Heading the 37-member doctors group is June Osborn, former chair of the
National Commission on AIDS. It includes David Kessler, former commissioner
of the Food and Drug Administration; Louis Sullivan, President Bush's
secretary of Health and Human Services; and the editors of leading medical
journals.

Osborn said the evidence is unequivocal that drug abuse is an illness.
Although addicts bear responsibility for their plight, she said, so do
people with heart disease who smoke and diabetics who eat poorly. "We were
telling people to 'just say no,' when addiction is a biological event."

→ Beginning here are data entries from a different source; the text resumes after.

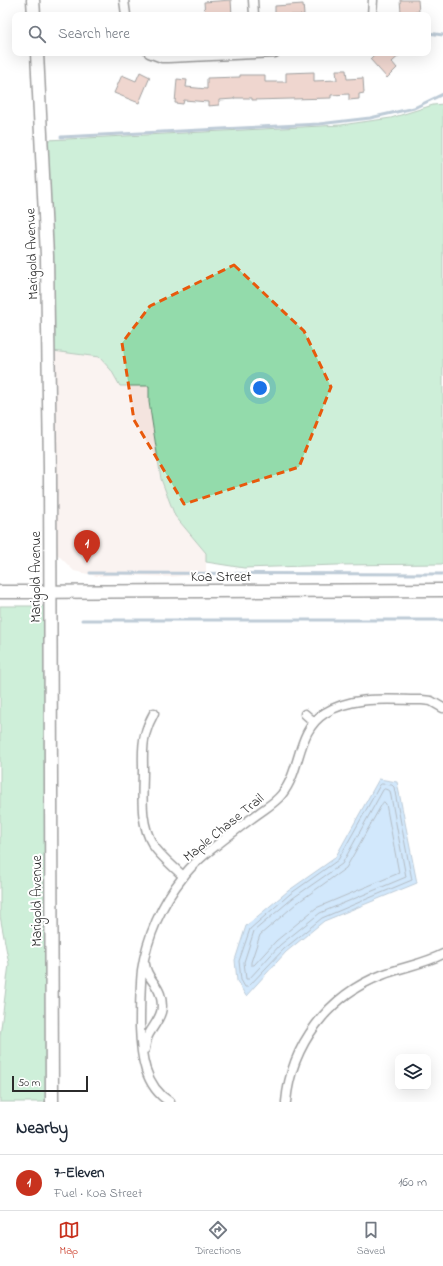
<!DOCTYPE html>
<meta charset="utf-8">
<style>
body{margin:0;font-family:"Indie Flower",sans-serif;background:#f6f6f7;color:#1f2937}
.controls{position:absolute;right:12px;bottom:12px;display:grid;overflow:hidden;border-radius:8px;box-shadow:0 4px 16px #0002}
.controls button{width:36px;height:36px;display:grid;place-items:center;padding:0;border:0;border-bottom:1px solid #e0e1e3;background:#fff;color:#1f2937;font:20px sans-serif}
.scale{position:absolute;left:12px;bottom:10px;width:76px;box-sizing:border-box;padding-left:4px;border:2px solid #2b2b2b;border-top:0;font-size:11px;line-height:14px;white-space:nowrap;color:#2b2b2b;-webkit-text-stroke:3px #fff;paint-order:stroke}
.you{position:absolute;left:260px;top:388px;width:14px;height:14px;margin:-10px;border:3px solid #fff;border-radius:50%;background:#1a73e8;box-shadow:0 0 0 6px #1a73e833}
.badge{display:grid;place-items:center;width:26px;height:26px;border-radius:50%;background:#c8321e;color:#fff;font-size:13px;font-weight:700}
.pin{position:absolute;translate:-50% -33px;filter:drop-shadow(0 1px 2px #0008)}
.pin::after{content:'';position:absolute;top:21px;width:14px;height:12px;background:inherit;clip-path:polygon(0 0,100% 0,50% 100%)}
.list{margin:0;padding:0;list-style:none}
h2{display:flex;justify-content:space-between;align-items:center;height:52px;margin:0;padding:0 16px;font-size:17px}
h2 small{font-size:13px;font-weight:400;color:#747a83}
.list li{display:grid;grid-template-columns:26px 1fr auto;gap:12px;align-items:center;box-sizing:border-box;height:56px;padding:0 16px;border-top:1px solid #e0e1e3}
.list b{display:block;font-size:15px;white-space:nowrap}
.list p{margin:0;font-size:13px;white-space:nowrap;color:#747a83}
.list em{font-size:13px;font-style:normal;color:#747a83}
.icon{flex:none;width:22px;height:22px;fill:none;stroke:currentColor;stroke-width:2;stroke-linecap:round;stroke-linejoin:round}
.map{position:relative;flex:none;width:443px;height:1102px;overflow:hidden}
.search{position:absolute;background:#fff;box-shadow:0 4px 16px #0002;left:12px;right:12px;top:12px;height:44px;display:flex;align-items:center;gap:10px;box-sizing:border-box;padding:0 14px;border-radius:8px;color:#747a83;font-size:15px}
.sheet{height:108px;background:#fff}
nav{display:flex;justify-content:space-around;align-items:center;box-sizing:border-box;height:56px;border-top:1px solid #e0e1e3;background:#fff;font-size:11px;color:#747a83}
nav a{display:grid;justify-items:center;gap:2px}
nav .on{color:#c8321e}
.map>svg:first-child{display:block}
.built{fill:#f4e4df}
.green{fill:#93dbab;stroke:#5f836b}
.water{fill:#9bccf8;stroke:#6e8ca6}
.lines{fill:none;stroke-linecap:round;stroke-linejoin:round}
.shore{stroke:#586b7d;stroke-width:1}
.stream{stroke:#6e8ca6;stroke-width:3}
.building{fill:#dca594;stroke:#2b2b2b}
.street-casing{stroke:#2b2b2b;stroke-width:11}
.secondary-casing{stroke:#2b2b2b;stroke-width:15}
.street{stroke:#fff;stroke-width:8}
.secondary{stroke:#fff;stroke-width:12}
.marked{fill:none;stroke:#e8590c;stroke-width:3;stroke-dasharray:8 5;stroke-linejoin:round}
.labels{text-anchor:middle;stroke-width:4;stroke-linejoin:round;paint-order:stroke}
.street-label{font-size:14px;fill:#2b2b2b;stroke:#fff}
</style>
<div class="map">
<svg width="443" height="1102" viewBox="0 0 443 1102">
<rect width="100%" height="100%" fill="#fff"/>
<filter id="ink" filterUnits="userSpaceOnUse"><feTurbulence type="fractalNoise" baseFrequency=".025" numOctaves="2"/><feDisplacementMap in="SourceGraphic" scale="8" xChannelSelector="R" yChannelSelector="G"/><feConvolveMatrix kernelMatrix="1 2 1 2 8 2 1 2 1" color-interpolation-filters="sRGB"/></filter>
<g filter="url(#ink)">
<!-- built -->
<path class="built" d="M53,351l46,6 12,13 9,16h29v16l12,77 14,37 31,37v21l-36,3 -47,-2 -26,1 -23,-5 -18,-18z"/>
<!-- green -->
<path class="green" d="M443,104v460l-106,1 -93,3 -38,-6v-9l-31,-37 -14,-37 -12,-77v-16h-29l-9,-16 -12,-13 -46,-6 -6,-211 294,-15 50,-7 42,-13z
M0,606h45l1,496h-46v-66l9,-72 -9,-48z"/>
<!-- water -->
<path class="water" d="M379,779l18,3 20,101 -93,38 -38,31 -40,44 -9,-15 -2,-21 11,-34 42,-35 47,-33z"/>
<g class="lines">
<!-- shore -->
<path class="shore" d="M382,784l10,1 2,2 18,93 -90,38 -38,31 -36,38h-3l-4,-7 -2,-19 11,-32 40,-35 48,-34 42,-75z
M385,789l5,2 16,86 -86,36 -40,32 -31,34h-3l-2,-17 10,-31 39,-33 49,-34 41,-74z
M384,802l2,2 13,69 -83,35 -40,33 -22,24h-3v-3l9,-27 37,-32 49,-35 36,-64z"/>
<!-- stream -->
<path class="stream" d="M428,33l15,2
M61,137l258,-13 51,-6 44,-10 29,-14
M90,573l353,1
M82,620h361"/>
</g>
<!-- building -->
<path class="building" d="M231,0l1,15h-27l-1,-13z
M400,0h18l1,12h-18z
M303,4l1,11h-29v-9z
M376,53h26l-10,9 5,6 -10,10 -17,-19z
M336,70h10l1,9 16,-1 1,15 -5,1v5l-10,1v-6l-18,1v3l-79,2v-2h-18v1l-15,1v5l-11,1v-4l-24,-2 -1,4 -8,-1 2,-24 10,1 -1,7 21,2v-11l33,-1v-2h25v7h21v-9l28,-1v9l23,-1z
M140,72l10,5 -11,26 -25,-10 8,-18 14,6z"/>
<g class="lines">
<!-- street casing -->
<g class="street-casing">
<path id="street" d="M124,0l2,15
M253,0l1,15
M372,15l1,-15
M149,53l13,5h6l107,-5
M154,713c-4,7 -7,14 -9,22 -3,11 -2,23 -2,34 0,26 -4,53 10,76 8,12 20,21 30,31
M305,714l9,8
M145,1049c1,-5 1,-10 4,-15 8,-14 17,-21 11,-40 -4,-12 -14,-17 -15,-30
M170,1102c-26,-16 -29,-47 -30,-75 0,-19 0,-38 2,-57 5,-33 20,-67 41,-93 9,-13 23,-24 35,-33 14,-11 27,-21 41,-31 8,-6 17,-11 23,-19 20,-25 14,-63 43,-81 29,-18 65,-13 97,-13l9,1 12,7
M286,1102c5,-57 43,-107 96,-127 20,-8 42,-11 61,-21"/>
</g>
<!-- secondary casing -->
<g class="secondary-casing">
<path id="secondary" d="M33,0l1,15
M37,53l10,203 3,213 2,633
M0,592l443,-2"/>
</g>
<!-- street -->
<use href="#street" class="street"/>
<!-- secondary -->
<use href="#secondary" class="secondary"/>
</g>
</g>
<!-- marked area -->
<path d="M0 0H443V1102H0ZM234,265l70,66 27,56 -32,80 -115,37 -50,-84 -12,-77 28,-37z" fill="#fff" fill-opacity=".55" fill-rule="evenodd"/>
<path class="marked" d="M234,265l70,66 27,56 -32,80 -115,37 -50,-84 -12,-77 28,-37z"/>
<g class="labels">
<!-- street labels -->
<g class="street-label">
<text transform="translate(31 254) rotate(-92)" y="5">Marigold Avenue</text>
<text x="221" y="581">Koa Street</text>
<text transform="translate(35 577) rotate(-90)" y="5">Marigold Avenue</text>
<text transform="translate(223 827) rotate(-39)" y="5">Maple Chase Trail</text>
<text transform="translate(36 901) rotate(-90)" y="5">Marigold Avenue</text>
</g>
</g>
</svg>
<div class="controls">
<button><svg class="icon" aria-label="layers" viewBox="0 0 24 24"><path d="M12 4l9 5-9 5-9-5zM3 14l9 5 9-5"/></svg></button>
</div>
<div class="scale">50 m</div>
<div class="you"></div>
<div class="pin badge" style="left:87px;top:563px">1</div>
<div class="search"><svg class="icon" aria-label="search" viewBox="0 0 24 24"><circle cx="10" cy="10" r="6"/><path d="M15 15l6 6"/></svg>Search here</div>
</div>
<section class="sheet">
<h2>Nearby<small></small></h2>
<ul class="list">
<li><span class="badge">1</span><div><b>7-Eleven</b><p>Fuel · Koa Street</p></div><em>160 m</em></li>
</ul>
</section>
<nav>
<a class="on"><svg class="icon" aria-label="map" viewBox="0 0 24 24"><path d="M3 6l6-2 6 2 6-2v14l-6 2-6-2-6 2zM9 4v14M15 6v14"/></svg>Map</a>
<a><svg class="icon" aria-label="directions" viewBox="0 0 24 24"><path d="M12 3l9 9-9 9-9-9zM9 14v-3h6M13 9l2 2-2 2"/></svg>Directions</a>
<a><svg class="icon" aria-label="saved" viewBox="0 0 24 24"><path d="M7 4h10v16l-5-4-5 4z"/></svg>Saved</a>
</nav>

McLellan cited evidence from studies of twins, the best source of
information on inheritance, that shows the risk of inheriting a
vulnerability to addiction is roughly the same as the risk of inheriting
asthma or diabetes.

Other studies show that addictive drugs alter the wiring of the brain,
making it harder for some people to stop taking them once they've started.
Ninety-five percent of youths try drugs or alcohol at some point, McLellan
noted.

The studies show that drug abusers comply with abstinence-oriented treatment
about as well as people with recognized chronic illnesses stick with their
therapy.

Sue Rusche of the anti-drug parents group National Families in Action in
Atlanta endorses the notion that drug abusers should be treated. She says,
however, that lawbreakers should be punished.

The study in JAMA shows that her opinion is widely held. The analysis of
opinion surveys by researchers at the Harvard School of Public Health found
that 78% of Americans view the nation's "war on drugs" as a failure, yet
they favor "more severe penalties for the possession and sale of drugs."